Beim Thema Krankheiten wäre meine Vermutung, dass man schnell die Auswirkung sehen würde.
Von vielen Fachleuten gibt es die Aussage, dass Kalkbrut und ABPV bzw. CBPV mit hoher Wahrscheinlichkeit genetisch konditioniert sind. Wenn Drohnen aus diesen Völkern fliegen dürfen und damit die Verbreitung der Krankheiten unterstützen, würde es nach meiner Erwartung ziemlich schnell gehen.
Im Vereinsgebiet des BV Besigheim e.V. habe ich vor drei Jahren erstmalig bei einem (1x) Imker mehrere Völker mit massiver Kalkbrut gesehen - letztes und dieses Jahr ist mir Kalkbrut an einigen Bienenständen aufgefallen. Zufall? Ich glaube nicht...
Selektion heißt Verantwortung übernehmen
Ich möchte mit diesem Beitrag dafür werben, dass man sich mit dem Thema Selektion beschäftigt, auch wenn man nur wenige Völker hält, wenn einen Honigertrag überhaupt nicht interessiert.

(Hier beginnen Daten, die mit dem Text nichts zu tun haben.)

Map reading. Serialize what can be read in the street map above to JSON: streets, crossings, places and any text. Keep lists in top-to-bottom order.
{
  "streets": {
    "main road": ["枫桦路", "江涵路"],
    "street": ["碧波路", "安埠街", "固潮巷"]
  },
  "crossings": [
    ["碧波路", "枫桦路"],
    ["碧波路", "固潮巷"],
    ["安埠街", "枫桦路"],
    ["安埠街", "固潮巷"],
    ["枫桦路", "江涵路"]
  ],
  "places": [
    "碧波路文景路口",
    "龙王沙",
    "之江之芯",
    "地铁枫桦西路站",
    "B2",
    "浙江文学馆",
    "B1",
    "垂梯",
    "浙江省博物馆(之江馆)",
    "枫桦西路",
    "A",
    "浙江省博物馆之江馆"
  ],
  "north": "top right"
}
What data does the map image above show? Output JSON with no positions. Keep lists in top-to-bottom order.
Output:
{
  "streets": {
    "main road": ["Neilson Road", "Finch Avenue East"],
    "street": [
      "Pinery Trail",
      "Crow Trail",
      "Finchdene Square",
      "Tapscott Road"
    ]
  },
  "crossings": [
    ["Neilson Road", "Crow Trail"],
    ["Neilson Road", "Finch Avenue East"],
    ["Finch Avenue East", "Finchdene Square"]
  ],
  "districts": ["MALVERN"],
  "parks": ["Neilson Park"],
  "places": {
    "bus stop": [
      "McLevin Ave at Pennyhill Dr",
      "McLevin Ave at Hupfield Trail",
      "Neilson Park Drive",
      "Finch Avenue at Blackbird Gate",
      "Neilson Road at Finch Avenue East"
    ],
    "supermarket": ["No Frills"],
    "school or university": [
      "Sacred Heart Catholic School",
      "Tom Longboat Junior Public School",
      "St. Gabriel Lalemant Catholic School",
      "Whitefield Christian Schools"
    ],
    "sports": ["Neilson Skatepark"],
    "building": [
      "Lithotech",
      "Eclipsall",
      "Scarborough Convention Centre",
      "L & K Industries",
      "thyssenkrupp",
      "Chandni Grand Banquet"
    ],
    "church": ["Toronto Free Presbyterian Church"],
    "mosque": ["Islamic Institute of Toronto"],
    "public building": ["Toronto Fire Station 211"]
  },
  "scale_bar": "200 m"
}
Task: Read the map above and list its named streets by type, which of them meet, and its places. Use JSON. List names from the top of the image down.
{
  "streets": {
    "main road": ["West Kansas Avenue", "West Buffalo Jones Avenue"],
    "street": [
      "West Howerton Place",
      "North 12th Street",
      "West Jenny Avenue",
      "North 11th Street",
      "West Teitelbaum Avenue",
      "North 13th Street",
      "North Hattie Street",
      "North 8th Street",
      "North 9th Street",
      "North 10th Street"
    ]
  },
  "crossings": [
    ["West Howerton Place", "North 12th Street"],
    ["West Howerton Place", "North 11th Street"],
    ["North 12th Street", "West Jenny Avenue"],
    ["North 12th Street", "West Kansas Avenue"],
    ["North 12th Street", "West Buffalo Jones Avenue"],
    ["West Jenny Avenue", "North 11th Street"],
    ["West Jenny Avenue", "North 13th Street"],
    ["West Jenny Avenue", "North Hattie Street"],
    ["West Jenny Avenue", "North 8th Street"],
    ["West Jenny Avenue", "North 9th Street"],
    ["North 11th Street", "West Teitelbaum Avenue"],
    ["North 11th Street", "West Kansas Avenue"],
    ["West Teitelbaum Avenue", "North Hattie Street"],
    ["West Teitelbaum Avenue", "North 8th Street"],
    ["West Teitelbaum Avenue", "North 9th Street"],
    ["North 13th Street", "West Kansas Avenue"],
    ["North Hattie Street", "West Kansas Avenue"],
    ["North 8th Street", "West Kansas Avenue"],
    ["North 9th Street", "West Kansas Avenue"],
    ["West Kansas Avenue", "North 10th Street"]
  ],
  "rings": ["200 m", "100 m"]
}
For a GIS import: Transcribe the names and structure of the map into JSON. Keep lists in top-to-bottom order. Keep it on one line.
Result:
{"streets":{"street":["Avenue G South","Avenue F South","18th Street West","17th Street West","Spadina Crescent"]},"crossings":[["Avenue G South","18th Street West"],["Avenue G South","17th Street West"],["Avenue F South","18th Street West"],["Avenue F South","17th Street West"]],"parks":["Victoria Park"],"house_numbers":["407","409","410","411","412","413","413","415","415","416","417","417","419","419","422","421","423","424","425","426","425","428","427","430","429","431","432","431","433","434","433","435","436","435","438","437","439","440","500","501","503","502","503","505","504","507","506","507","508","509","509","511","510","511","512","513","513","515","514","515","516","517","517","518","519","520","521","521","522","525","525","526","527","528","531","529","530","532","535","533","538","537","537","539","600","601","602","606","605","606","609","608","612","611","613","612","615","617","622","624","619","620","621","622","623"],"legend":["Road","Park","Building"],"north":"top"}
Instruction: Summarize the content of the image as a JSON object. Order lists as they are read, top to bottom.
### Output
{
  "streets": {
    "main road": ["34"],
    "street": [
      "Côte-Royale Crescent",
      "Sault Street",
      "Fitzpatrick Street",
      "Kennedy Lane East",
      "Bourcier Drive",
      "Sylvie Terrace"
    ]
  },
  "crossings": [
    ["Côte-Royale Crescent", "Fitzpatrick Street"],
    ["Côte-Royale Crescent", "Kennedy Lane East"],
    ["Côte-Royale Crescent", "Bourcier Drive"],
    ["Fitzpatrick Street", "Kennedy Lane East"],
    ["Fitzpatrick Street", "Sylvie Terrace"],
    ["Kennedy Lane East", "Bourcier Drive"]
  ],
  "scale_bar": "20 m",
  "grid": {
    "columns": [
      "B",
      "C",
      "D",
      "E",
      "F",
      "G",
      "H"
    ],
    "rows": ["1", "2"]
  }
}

Es bedeutet, dass man Verantwortung für die Bienenhaltung übernimmt, die langfristige Auswirkungen hat.
Bestandserneuerung (...sprich Ableger bilden) sollte man von seinen guten Völkern machen, die eine gute Entwicklung zeigen und mit denen es Spass macht zu arbeiten. Auch wenn man nur vier oder sechs Völkchen hat, gibt es welche die positiv auffallen und welche, mit denen man nicht so zufrieden ist. Wer nicht selbst den Aufwand einer Zuchtarbeit betreiben will oder kann, der kann die Unterstützung des Vereins in Anspruch nehmen und sich bei Walter Müller entsprechendes Zuchtmaterial in Form von Zellen oder Königinnen besorgen.
Es hat einen langfristig positiven Effekt für uns alle.